So, here are the tanks as of early last week:










The 1 gallon bowl has 5 cherry shrimp. I have since replaced the rock in the tank on the left with a piece of mopani wood that has colored the water nicely with tannins (I love that look, I know that some others hate it). I have Indian Almond leaves in all three vessels.

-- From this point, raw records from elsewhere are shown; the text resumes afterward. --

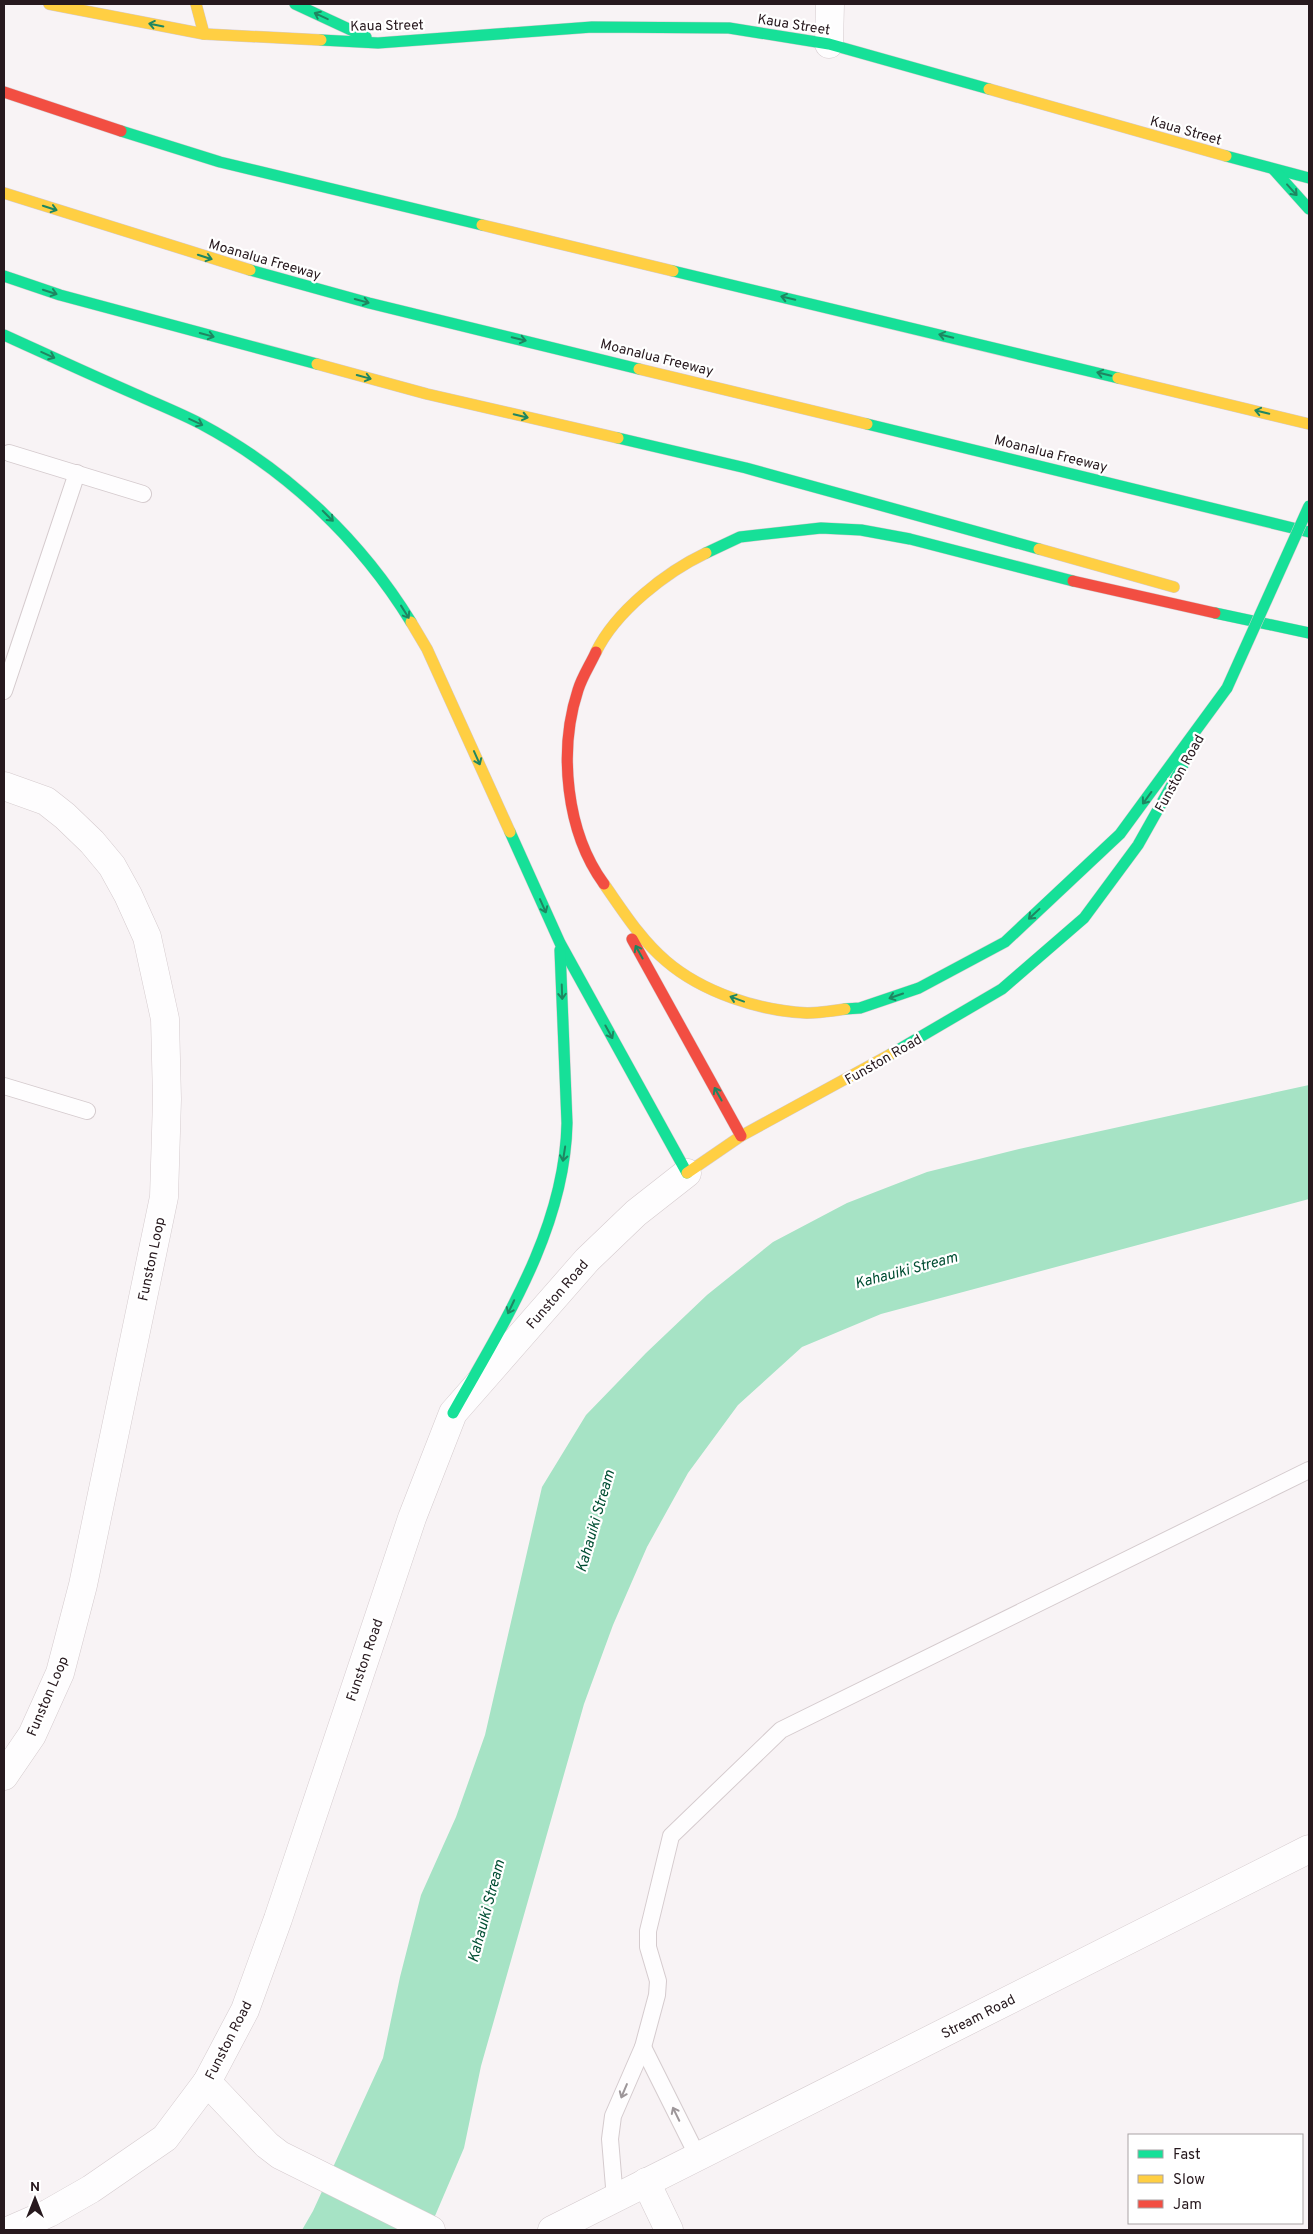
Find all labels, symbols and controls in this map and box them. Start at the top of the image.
one-way arrow [314,11,329,20]
street label: Kaua Street [756,11,831,40]
street label: Kaua Street [350,17,424,36]
one-way arrow [148,20,164,29]
street label: Kaua Street [1148,113,1223,150]
one-way arrow [1286,183,1297,196]
one-way arrow [42,204,58,214]
street label: Moanalua Freeway [206,236,323,285]
one-way arrow [197,253,213,263]
one-way arrow [42,287,58,297]
one-way arrow [781,293,797,302]
one-way arrow [353,297,369,306]
one-way arrow [198,330,214,340]
one-way arrow [939,331,955,340]
one-way arrow [511,335,527,344]
street label: Moanalua Freeway [598,336,715,381]
one-way arrow [40,351,55,361]
one-way arrow [1096,369,1112,378]
one-way arrow [355,373,371,382]
one-way arrow [1254,407,1270,416]
one-way arrow [513,412,529,421]
one-way arrow [188,418,203,427]
street label: Moanalua Freeway [992,432,1109,477]
one-way arrow [322,510,334,522]
one-way arrow [401,604,411,618]
street label: Funston Road [1152,732,1209,816]
one-way arrow [472,750,482,765]
one-way arrow [1141,791,1152,804]
one-way arrow [539,898,549,913]
one-way arrow [1028,908,1041,920]
one-way arrow [634,944,644,959]
one-way arrow [557,984,567,1000]
one-way arrow [888,992,904,1001]
one-way arrow [730,994,745,1003]
one-way arrow [604,1024,614,1039]
street label: Funston Road [842,1031,925,1089]
one-way arrow [712,1087,722,1101]
one-way arrow [558,1146,568,1162]
street label: Funston Loop [135,1216,170,1303]
water label: Kahauiki Stream [853,1248,960,1294]
street label: Funston Road [523,1257,593,1333]
one-way arrow [506,1299,516,1314]
water label: Kahauiki Stream [573,1467,620,1575]
street label: Funston Road [343,1617,387,1704]
street label: Funston Loop [24,1654,73,1739]
water label: Kahauiki Stream [465,1857,510,1965]
street label: Stream Road [939,1991,1018,2043]
street label: Funston Road [202,1998,256,2083]
one-way arrow [619,2083,628,2098]
one-way arrow [671,2106,681,2121]
legend [1128,2134,1303,2224]
text: Fast [1173,2146,1201,2165]
text: Slow [1173,2171,1205,2190]
north arrow [10,2174,60,2224]
text: N [30,2179,40,2196]
text: Jam [1173,2196,1202,2215]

The tanks are set up in front of two North facing windows that never receive direct sunlight because they look out onto my porch. The java fern and marimo came from petco, as did the two bettas. The lights are desk lamps with 13 watt 6700k compact flourescents (not the screw-type bulbs, they are 7" long and "U" shaped). You can see I've got them aimed fairly high over the tanks as it was too much light for the floating plants.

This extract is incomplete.